Si aún después de todo lo expuesto se considera radical la diferencia de género en la consulta filosófica, respecto de lo cual ya se habrá dado cuenta el lector que no soy taxativa y prefiero hablar de la parte femenina de los varones y la parte masculina de las mujeres, invito al lector a leer una parte de esta bella parábola de Paul Claudel: [14]
“Un día que Animus regresaba de improviso, quizá que se adormecía después de comer, o quizá que está absorbido en su trabajo, escucho que Anima cantaba sola, detrás de la puerta cerrada una curiosa canción, algo que él no conocía, sin manera de encontrar las notas o las palabras o la llave; una extraña y maravillosa canción. Después intentó suspicazmente hacérsela repetir pero Anima se hacía la que no entendía. Ella se calla cuando él la mira (…) sola y sin ruido ella va a abrir la puerta a su amante divino. Pero Animus tiene siempre los ojos detrás de la cabeza”.
Referencias:
[1]. Jung, C. G., 1995, p. 240. (Mi traducción.)
[2]. Marinoff, L., 2004, p. 278. (Mi traducción.)
[3]. En el contexto que nos ocupa hablamos de “anima” y “animus” como perfiles de lo femenino y de lo masculino respectivamente.
[4]. En relación a la “Epistemología de género”, mi experiencia como consultora en problemáticas ambientales, sobre las cuales trabajo tanto en gabinete como en el campo, me ha permitido notar que los varones aunque habiten en el interior de un eco-sistema, no llegan a conectarse profundamente con lo que el concepto de “ecosistema” significa. Sin embargo, las mujeres poseen un conocimiento casi espontáneo, trasmitido ancestralmente, más holístico”, más orgánico de los ciclos que son el rasgo característico de un eco-sistema. Por ejemplo, ante las alteraciones de la naturaleza reconocen las señales antes que los hombres, y actúan en consecuencia. Esta percepción implica un respeto por la vida y la naturaleza, una conexión con todos los seres vivos sin forzar soluciones a los problemas sino buscando alternativas no invasivas o abusivas de explotación, para preservar los recursos naturales y garantizar la alimentación de sus pares. En ese sentido cumplen un rol prestigioso y valorado por los hombres de su comunidad. Para el lector que quiera profundizar en estos temas le recomiendo buscar en las conclusiones de la IV Conferencia Internacional de la Mujer de Beijing en 1995, donde la Epistemología de Género aparece, aunque tardíamente, en las Agendas Internacionales. Asimismo, una obra afín a este tema es la de Charlene Spretnak, “Estados de gracia: cómo recuperar el sentido para una post-modernidad ecológica”, Buenos Aires: Editorial Planeta, 1992.

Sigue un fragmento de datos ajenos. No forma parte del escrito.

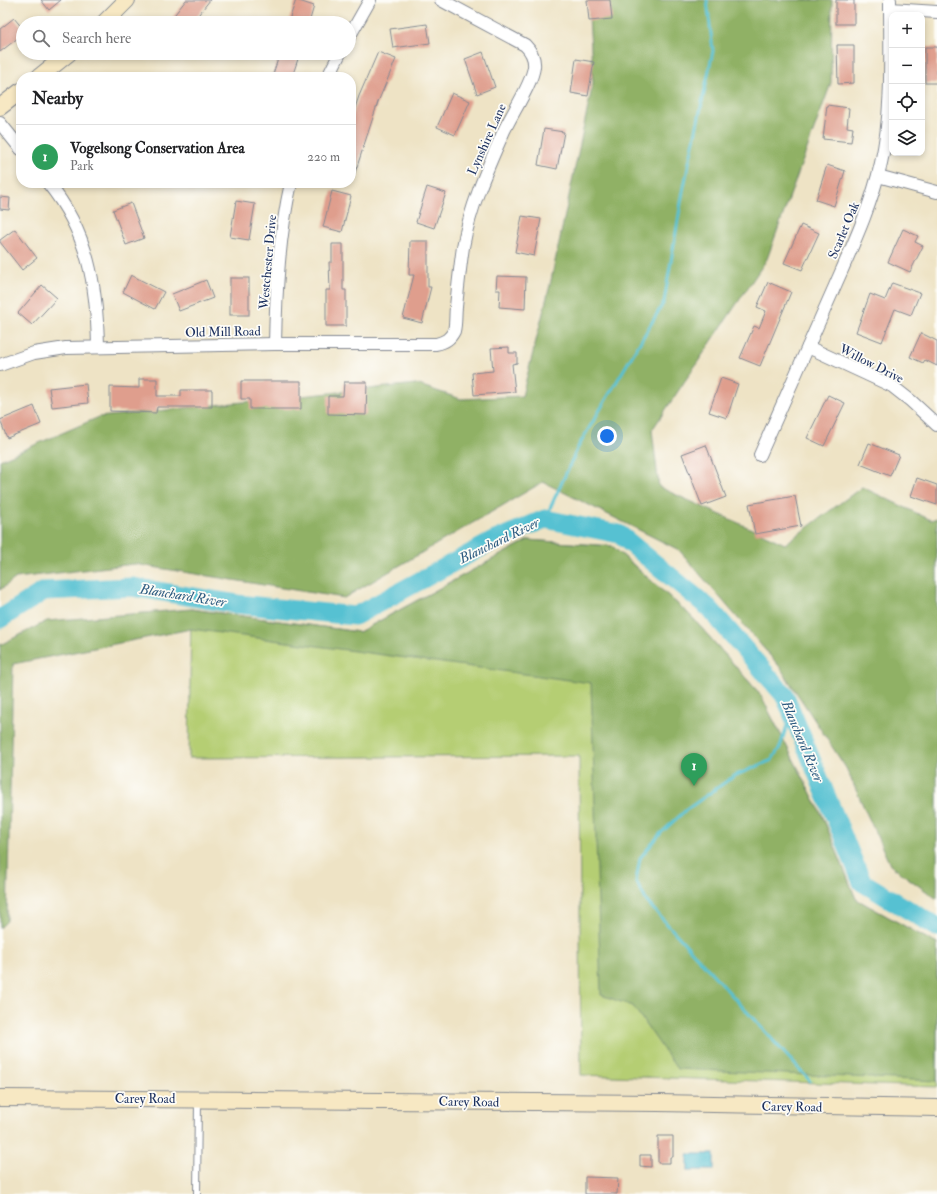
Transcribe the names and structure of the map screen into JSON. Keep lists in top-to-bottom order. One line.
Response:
{"streets":{"main road":["Carey Road"],"street":["Lynshire Lane","Scarlet Oak","Westchester Drive","Old Mill Road","Willow Drive"]},"crossings":[["Lynshire Lane","Old Mill Road"],["Scarlet Oak","Willow Drive"],["Westchester Drive","Old Mill Road"]],"water":["Blanchard River"],"page":{"map_buttons":["+","−"],"search":"Search here","heading":"Nearby","list":[{"mark":"1","name":"Vogelsong Conservation Area","note":"Park","value":"220 m"}],"pins":"1"}}
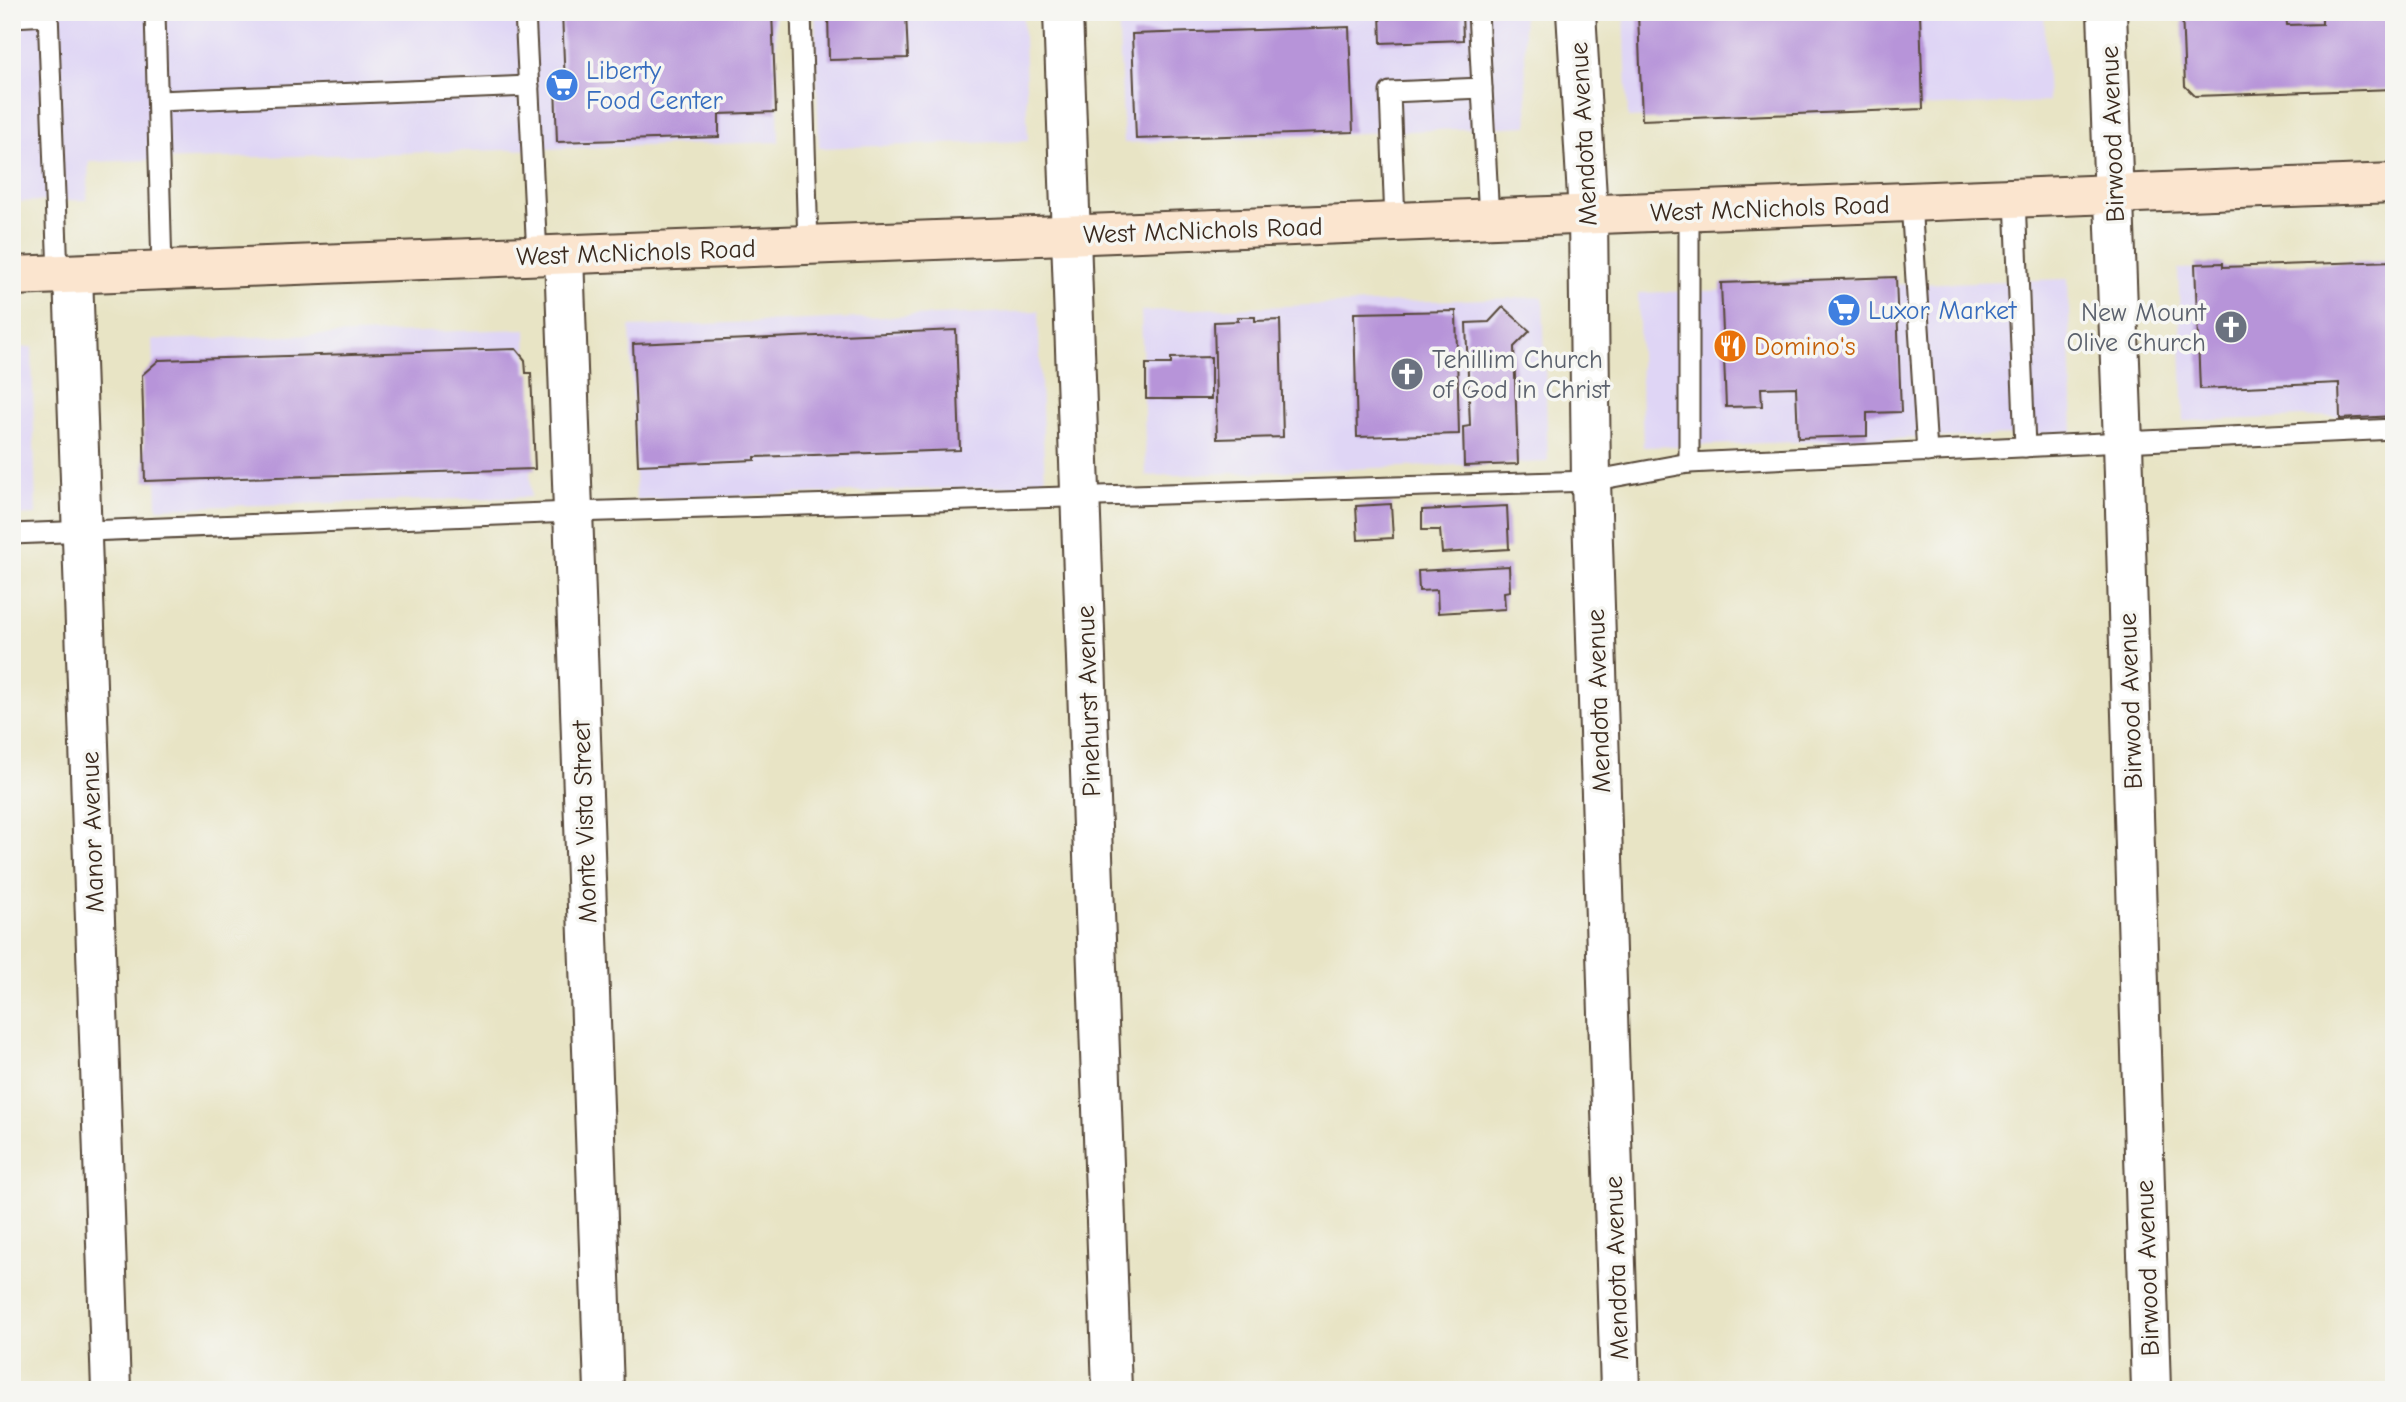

[5]. Bakirdjian, S., 2009, 2010 y 2011.
[6]. Bakirdjian, S., 2011, pp. 99-104. (Mi traducción.)
[7]. Heidegger, M., 1972, p. 47 y 158. (Mi traducción.)
[8]. Levinas, E., 1971, p. 35. (Mi traducción.)
[9]. Heidegger, M., 1972, p. 32. (Mi traducción.)
[10]. Levinas, E., 1971, p. 9. (Mi traducción.)
[11]. Chopra, D., 1994, p. 9. (Mi traducción.)
[12]. Bakirdjian, S., 2010, pp. 97-104. (Mi traducción.)